What you need to do
Go through the records and show each line where the word "reading" occurs.
◆ ◆ ◆ ◆
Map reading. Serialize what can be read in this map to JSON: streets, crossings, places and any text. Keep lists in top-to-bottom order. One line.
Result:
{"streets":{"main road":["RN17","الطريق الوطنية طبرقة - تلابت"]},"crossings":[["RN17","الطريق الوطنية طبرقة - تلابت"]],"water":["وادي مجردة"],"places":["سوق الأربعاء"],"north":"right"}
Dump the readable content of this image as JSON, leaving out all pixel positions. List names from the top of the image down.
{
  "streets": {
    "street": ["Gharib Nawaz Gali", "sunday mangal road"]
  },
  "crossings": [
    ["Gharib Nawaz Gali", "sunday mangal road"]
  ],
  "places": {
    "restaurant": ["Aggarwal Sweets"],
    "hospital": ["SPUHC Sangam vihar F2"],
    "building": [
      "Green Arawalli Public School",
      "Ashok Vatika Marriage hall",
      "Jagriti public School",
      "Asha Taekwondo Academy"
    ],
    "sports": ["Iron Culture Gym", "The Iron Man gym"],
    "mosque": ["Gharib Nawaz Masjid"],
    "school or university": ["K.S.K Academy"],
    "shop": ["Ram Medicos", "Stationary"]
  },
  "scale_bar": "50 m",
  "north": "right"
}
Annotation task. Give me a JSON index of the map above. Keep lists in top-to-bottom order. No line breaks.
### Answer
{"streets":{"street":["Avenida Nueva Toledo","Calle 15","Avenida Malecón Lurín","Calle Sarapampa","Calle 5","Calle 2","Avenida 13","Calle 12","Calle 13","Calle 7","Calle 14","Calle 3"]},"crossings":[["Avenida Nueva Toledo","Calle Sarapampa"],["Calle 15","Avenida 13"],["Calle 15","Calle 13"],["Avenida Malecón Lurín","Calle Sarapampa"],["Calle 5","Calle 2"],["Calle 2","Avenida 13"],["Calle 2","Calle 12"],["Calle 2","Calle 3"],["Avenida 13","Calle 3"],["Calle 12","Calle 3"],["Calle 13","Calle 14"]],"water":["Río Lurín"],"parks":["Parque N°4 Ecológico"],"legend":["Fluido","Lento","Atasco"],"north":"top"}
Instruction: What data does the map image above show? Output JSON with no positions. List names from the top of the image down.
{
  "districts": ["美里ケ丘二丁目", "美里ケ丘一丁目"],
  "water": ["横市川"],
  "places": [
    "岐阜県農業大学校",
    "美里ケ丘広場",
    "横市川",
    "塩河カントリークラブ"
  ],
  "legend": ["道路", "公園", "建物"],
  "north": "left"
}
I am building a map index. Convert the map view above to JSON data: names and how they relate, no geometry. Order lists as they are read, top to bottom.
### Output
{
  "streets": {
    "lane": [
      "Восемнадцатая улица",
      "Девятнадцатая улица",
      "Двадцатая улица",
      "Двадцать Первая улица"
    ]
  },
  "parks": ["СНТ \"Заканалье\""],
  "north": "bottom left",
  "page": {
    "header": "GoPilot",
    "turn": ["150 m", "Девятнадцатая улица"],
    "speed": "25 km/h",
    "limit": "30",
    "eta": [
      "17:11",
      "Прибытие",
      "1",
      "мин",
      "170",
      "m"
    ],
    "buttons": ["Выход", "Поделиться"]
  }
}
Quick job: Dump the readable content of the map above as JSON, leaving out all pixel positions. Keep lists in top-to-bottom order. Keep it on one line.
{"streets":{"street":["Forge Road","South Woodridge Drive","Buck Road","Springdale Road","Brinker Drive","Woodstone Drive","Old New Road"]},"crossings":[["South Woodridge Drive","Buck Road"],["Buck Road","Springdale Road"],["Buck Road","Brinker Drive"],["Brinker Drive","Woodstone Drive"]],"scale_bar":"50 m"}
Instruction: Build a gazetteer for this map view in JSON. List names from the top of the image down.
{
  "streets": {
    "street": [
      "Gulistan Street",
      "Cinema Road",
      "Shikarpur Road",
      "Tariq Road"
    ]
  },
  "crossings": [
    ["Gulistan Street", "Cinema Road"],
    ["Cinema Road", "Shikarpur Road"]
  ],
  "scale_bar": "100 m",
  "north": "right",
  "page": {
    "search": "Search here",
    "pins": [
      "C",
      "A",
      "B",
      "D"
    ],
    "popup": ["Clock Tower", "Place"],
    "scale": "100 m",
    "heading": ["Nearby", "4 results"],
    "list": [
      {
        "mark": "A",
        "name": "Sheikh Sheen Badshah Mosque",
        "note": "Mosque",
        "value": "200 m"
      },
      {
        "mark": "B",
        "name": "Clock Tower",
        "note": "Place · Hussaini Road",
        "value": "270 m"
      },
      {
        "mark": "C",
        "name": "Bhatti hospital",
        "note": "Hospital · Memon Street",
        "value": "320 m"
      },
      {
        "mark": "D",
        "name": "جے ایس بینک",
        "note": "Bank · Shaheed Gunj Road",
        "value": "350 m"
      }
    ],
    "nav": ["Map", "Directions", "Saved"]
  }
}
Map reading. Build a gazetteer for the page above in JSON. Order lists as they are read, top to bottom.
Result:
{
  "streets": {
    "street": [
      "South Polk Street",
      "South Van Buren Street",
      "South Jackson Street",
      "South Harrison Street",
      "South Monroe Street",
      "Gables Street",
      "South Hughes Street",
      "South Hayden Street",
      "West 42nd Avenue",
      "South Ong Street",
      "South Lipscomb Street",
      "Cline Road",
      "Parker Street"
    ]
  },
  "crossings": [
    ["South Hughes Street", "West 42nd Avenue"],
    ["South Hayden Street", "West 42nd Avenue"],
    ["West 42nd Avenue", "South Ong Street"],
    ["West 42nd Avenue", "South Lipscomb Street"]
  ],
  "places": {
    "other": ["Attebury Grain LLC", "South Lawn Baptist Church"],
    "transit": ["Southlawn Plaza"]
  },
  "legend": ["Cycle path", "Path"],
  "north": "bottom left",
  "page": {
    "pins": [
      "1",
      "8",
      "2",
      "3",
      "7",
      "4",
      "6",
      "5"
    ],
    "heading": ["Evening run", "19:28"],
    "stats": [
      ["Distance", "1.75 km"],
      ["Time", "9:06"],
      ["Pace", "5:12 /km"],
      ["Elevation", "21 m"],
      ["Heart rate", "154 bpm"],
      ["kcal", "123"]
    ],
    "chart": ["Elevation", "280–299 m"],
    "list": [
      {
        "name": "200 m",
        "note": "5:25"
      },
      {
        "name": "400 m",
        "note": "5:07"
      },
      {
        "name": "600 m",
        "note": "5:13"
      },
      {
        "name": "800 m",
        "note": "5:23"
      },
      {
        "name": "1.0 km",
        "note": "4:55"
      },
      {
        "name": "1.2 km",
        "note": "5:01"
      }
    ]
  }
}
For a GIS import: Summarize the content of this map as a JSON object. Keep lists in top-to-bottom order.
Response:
◆ ◆ ◆ ◆
Output of the task
Map reading. Serialize what can be read in this map to JSON: streets, crossings, places and any text. Keep lists in top-to-bottom order. One line.
Map reading. Build a gazetteer for the page above in JSON. Order lists as they are read, top to bottom.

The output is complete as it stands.